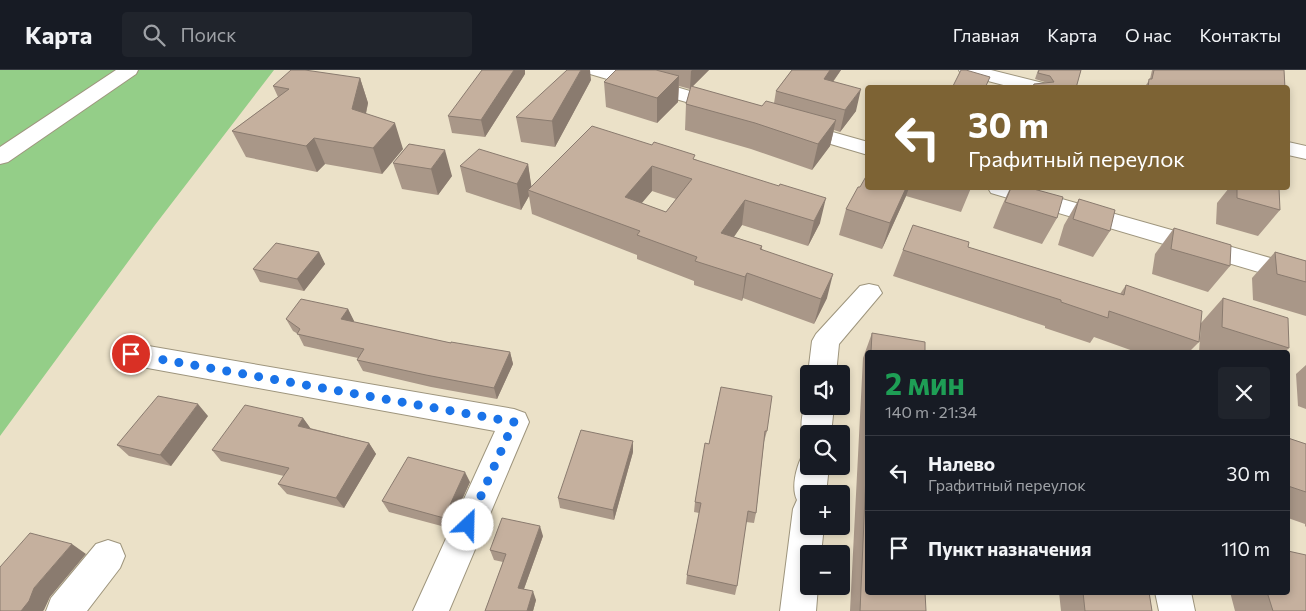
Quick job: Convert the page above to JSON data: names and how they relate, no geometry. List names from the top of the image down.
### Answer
{
  "page": {
    "header": "Карта",
    "search": "Поиск",
    "nav": [
      "Главная",
      "Карта",
      "О нас",
      "Контакты"
    ],
    "turn": ["30 m", "Графитный переулок"],
    "heading": ["2 мин", "140 m · 21:34"],
    "map_buttons": ["+", "−"],
    "list": [
      {
        "name": "Налево",
        "note": "Графитный переулок",
        "value": "30 m"
      },
      {
        "name": "Пункт назначения",
        "value": "110 m"
      }
    ]
  }
}
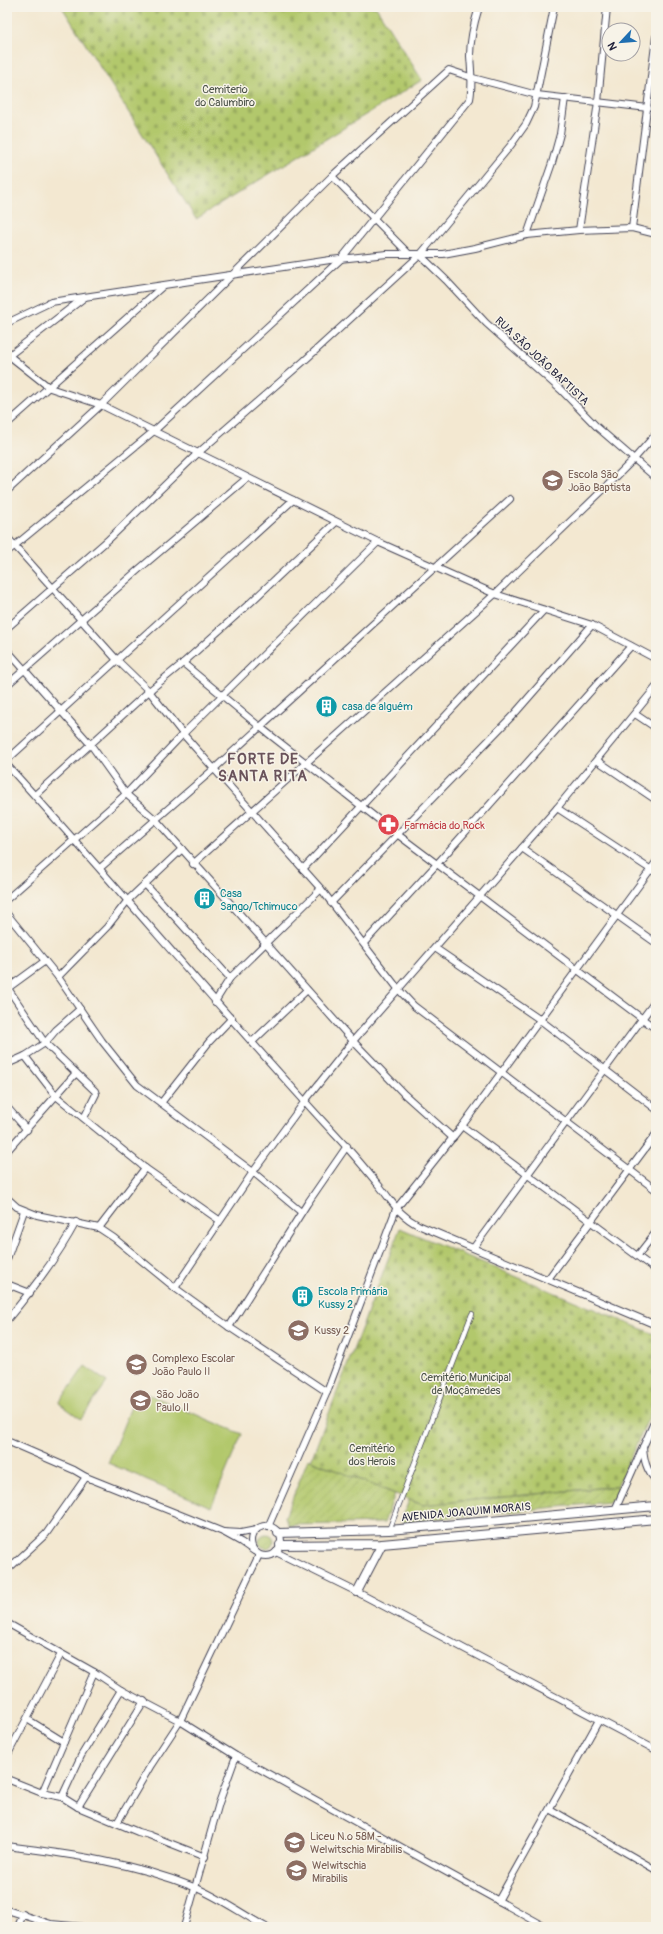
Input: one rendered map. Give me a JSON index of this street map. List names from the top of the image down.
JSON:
{
  "streets": {
    "street": ["RUA SÃO JOÃO BAPTISTA", "AVENIDA JOAQUIM MORAIS"]
  },
  "districts": ["FORTE DE SANTA RITA"],
  "parks": ["Cemiterio do Calumbiro", "Cemitério Municipal de Moçâmedes", "Cemitério dos Herois"],
  "places": {
    "school or university": [
      "Escola São João Baptista",
      "Kussy 2",
      "Complexo Escolar João Paulo II",
      "São João Paulo II",
      "Liceu N.º 58M - Welwitschia Mirabilis",
      "Welwitschia Mirabilis"
    ],
    "building": ["casa de alguém", "Casa Sango/Tchimuco", "Escola Primária Kussy 2"],
    "pharmacy": ["Farmácia do Rock"]
  },
  "north": "bottom left"
}
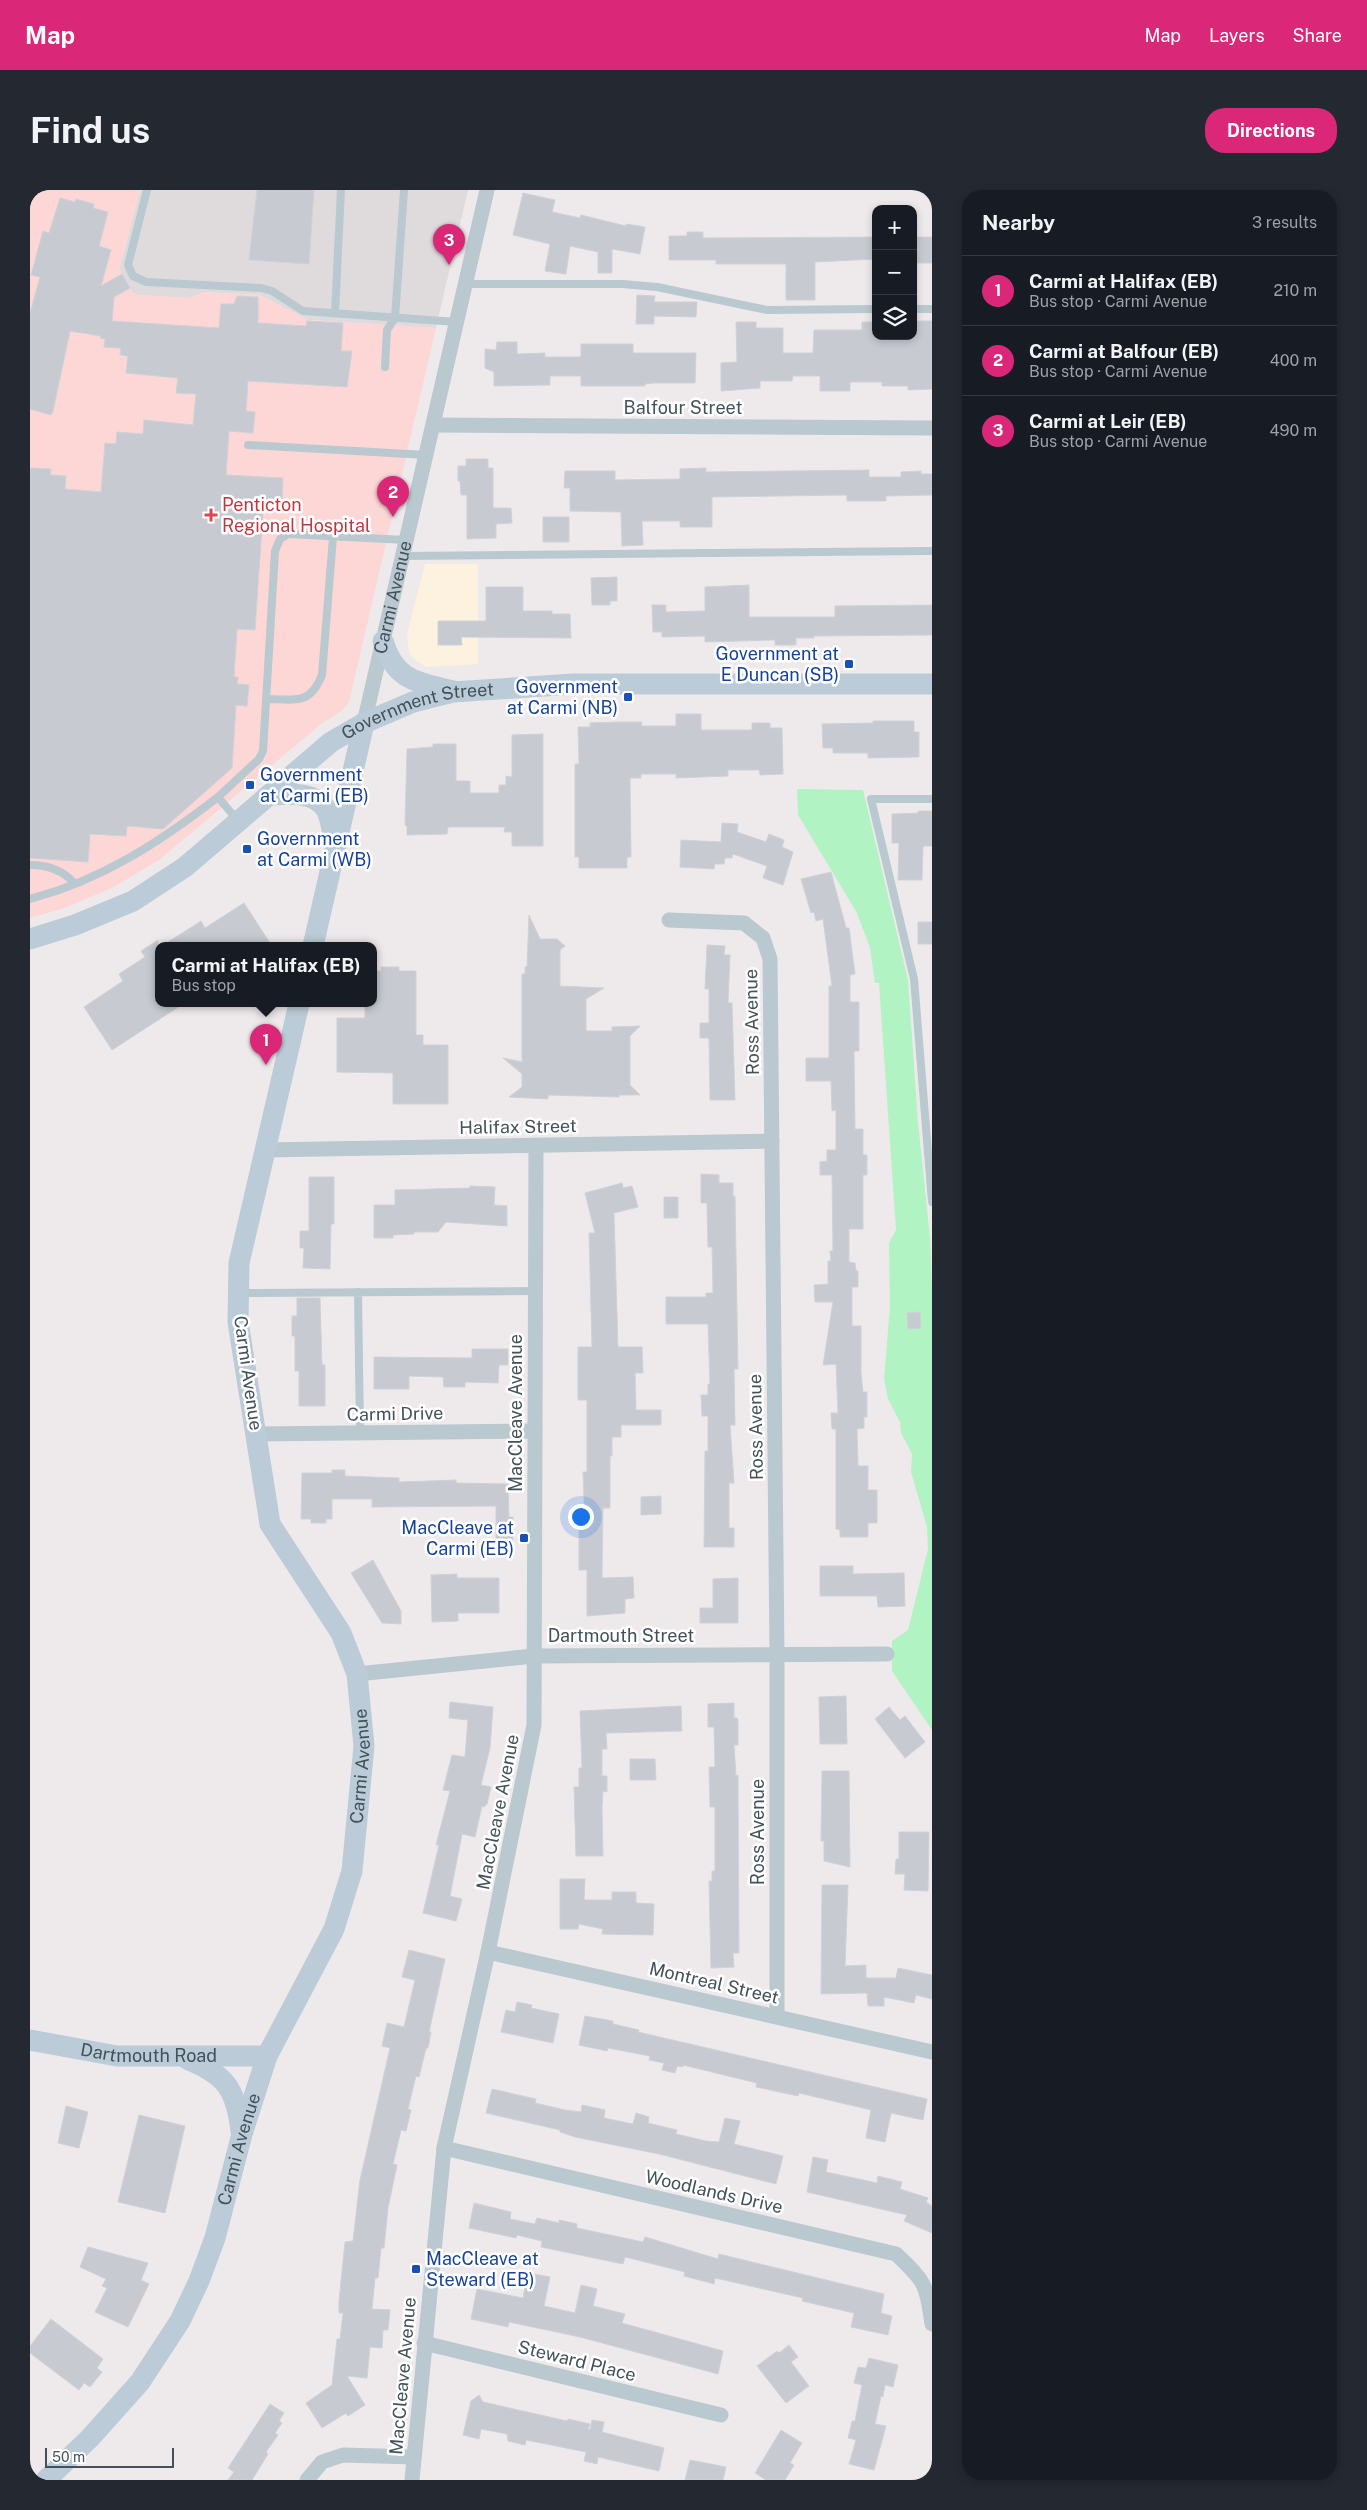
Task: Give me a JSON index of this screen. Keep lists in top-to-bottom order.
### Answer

=== Task goal ===
Where the string "names" turns up in a line of the data above, copy that whole line.

=== Response area ===
Quick job: Convert the page above to JSON data: names and how they relate, no geometry. List names from the top of the image down.
Input: one rendered map. Give me a JSON index of this street map. List names from the top of the image down.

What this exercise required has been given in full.